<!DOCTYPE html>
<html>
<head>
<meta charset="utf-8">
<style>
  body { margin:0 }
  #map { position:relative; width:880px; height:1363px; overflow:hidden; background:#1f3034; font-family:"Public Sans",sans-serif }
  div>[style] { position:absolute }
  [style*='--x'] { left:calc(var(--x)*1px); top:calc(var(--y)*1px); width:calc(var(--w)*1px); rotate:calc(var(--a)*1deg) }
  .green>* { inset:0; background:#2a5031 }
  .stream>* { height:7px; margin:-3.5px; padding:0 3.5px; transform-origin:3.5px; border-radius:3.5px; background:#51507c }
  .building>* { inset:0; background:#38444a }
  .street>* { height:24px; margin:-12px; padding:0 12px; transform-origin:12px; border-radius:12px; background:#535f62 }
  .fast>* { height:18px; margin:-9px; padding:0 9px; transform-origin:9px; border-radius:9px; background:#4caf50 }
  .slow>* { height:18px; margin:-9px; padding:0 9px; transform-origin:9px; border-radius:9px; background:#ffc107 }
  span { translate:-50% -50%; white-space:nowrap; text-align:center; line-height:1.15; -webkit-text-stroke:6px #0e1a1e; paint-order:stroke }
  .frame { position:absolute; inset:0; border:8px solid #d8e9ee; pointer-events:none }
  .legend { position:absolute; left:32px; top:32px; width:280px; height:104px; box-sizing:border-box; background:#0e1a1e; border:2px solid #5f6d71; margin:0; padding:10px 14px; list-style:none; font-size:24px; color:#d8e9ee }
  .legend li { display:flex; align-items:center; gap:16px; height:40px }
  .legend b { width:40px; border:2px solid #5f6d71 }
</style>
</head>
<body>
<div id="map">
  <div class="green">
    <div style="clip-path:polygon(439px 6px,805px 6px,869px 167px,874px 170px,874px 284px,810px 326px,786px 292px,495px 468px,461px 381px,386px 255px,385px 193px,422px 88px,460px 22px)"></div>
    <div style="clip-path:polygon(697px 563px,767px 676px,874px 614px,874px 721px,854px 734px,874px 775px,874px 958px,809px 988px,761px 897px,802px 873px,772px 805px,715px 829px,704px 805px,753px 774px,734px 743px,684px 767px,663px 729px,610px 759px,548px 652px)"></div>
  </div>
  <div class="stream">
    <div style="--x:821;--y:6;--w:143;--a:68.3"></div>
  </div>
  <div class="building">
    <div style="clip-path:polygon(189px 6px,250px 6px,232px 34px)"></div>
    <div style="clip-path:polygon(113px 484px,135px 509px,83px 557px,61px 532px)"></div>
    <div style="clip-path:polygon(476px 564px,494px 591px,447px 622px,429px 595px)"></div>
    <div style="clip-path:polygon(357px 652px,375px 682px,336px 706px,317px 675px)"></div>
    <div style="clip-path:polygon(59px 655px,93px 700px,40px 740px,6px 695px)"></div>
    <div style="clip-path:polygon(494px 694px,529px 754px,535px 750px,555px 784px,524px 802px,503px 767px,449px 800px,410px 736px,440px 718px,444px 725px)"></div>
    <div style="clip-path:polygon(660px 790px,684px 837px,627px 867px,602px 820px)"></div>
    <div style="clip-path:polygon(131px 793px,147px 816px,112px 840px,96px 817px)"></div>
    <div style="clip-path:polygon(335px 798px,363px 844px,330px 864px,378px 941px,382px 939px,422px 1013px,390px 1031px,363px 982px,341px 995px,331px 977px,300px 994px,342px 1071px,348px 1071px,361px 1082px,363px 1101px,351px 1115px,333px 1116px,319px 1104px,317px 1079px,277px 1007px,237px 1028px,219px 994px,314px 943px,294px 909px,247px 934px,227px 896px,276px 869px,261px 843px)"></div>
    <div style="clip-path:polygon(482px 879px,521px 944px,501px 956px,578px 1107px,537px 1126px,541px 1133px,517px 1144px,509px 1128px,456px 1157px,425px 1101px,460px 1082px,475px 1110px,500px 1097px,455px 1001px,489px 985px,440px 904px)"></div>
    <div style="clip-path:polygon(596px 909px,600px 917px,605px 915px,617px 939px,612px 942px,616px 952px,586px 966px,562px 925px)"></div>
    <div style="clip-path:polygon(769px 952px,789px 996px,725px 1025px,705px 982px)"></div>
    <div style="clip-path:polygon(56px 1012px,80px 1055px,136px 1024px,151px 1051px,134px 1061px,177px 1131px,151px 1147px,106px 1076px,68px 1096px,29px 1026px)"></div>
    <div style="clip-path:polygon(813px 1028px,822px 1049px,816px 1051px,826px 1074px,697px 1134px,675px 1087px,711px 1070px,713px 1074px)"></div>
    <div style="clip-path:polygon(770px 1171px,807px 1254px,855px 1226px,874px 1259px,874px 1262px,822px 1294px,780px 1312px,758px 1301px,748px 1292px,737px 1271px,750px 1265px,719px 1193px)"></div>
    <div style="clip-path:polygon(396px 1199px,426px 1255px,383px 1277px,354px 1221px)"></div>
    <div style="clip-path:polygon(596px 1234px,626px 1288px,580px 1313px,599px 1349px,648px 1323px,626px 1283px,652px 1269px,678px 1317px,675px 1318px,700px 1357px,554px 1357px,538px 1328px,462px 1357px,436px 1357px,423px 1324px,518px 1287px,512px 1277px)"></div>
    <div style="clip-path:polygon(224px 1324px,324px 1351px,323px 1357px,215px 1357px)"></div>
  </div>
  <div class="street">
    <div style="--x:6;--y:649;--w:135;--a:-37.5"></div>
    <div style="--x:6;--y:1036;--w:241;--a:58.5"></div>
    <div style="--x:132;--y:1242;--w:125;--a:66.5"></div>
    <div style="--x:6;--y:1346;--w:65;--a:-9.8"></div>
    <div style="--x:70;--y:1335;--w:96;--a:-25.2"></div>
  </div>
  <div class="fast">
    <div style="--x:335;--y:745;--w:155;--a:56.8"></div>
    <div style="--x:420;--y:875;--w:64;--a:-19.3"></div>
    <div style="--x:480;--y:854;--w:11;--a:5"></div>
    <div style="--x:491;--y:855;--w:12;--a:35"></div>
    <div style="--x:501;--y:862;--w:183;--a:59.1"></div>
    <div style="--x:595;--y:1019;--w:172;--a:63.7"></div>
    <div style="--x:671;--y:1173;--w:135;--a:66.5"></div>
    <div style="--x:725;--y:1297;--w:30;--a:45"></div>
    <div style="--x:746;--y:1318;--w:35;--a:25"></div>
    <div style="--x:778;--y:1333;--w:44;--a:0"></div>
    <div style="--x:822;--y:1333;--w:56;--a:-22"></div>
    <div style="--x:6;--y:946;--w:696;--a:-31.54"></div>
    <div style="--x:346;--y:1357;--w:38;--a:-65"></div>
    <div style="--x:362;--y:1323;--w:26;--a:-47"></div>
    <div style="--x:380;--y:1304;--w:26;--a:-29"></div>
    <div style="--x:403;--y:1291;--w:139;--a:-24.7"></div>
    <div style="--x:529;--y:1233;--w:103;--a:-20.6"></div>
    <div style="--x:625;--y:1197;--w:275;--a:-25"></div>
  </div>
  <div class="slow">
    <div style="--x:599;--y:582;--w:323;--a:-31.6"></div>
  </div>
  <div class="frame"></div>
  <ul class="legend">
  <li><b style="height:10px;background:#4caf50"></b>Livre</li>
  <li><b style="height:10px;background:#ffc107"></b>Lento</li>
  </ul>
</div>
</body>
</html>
··········
§ What you will do
Print, without alteration, only the lines above between the one holding "652px,375px 682px,336px 706px,317px" and the one holding "793px,147px 816px,112px 840px,96px", inclusive.

§ Answer box
    <div style="clip-path:polygon(357px 652px,375px 682px,336px 706px,317px 675px)"></div>
    <div style="clip-path:polygon(59px 655px,93px 700px,40px 740px,6px 695px)"></div>
    <div style="clip-path:polygon(494px 694px,529px 754px,535px 750px,555px 784px,524px 802px,503px 767px,449px 800px,410px 736px,440px 718px,444px 725px)"></div>
    <div style="clip-path:polygon(660px 790px,684px 837px,627px 867px,602px 820px)"></div>
    <div style="clip-path:polygon(131px 793px,147px 816px,112px 840px,96px 817px)"></div>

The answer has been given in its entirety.